Pervasive had a nice base with all of the above, but more interesting was how it was pushing its integration technologies into the growing cloud and big data markets. Actian plans to keep selling and supporting everything (just as it supports Ingres), but it's most interested in the new opportunities.

"Our customers are asking us, 'how do we get our data into Hadoop or into Vectorwise,'" Actian CEO Steve Shine tells InformationWeek. "Pervasive's data-integration technology can be used through its Data Cloud, and it also has been rebuilt on the DataRush platform so that it has massive scalability."

In another adjacent market deal, Actian acquired object-store database vendor Versant for $37 million in December. The Versant Object Database has more than 400 customers, and the largest among them -- outfits like telecommunications giants Ericcson and Verizon and travel giant Sabre -- use it for geospatial analysis, according to Shine.

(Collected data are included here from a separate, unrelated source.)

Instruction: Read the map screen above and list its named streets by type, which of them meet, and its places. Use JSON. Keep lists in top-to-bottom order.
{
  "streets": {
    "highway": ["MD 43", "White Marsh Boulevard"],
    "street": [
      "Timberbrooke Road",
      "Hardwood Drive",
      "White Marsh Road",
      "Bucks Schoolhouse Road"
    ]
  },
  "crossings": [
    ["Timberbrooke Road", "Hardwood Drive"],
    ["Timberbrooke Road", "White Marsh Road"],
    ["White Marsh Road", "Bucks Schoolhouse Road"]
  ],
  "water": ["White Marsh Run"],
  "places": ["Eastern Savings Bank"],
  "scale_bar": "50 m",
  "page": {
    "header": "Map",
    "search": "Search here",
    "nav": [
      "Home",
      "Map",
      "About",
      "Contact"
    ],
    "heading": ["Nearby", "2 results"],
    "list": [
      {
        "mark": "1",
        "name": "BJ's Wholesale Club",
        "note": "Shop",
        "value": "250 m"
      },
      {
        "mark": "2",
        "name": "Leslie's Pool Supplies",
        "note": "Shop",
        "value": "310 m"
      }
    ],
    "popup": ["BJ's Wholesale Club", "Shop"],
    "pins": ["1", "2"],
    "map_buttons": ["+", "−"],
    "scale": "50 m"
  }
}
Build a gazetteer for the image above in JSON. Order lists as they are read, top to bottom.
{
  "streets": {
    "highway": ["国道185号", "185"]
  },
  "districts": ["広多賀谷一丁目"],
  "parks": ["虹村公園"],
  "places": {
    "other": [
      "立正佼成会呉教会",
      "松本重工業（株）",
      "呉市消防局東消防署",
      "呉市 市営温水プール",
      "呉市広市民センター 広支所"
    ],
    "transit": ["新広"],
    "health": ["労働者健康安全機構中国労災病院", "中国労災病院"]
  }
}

"Versant's technology is very good at graphical analysis over very large data sets, so think of looking for geographical hot spots around social media activity," Shine says, envisioning potential big data applications.

As for Vectorwise, Shine says it's being used by about 75 customers, and he dropped customer names including GE, Xerox and Thomson Reuters. The competition is mostly the likes of EMC Greenplum, HP Vertica and IBM PureData System for Analytics (formerly Netezza). Architecturally speaking, the columnar database does not rely on massively parallel processing (like the products mentioned above) so it has more in common with Sybase IQ and InfoBright, according to database guru Curt Monash .

Combining databases and data-integration software is the technology equivalent of serving up bacon and eggs (or peanut butter and jelly, if you're vegan). IBM, Microsoft, Oracle, SAP: all the big kids do it. Actian's doing it on a small scale for a market with big growth potential. With these recent acquisitions its total revenue is surely north of $140 million, but it's a private company, so it doesn't officially report those figures.

Actian itself likely is collecting technologies and customers in hopes of going public or getting acquired, but I'm guessing it might take a while to build up Vectorwise and get real synergies out of the Pervasive and Versant acquisitions. Heck, the websites aren't even integrated yet.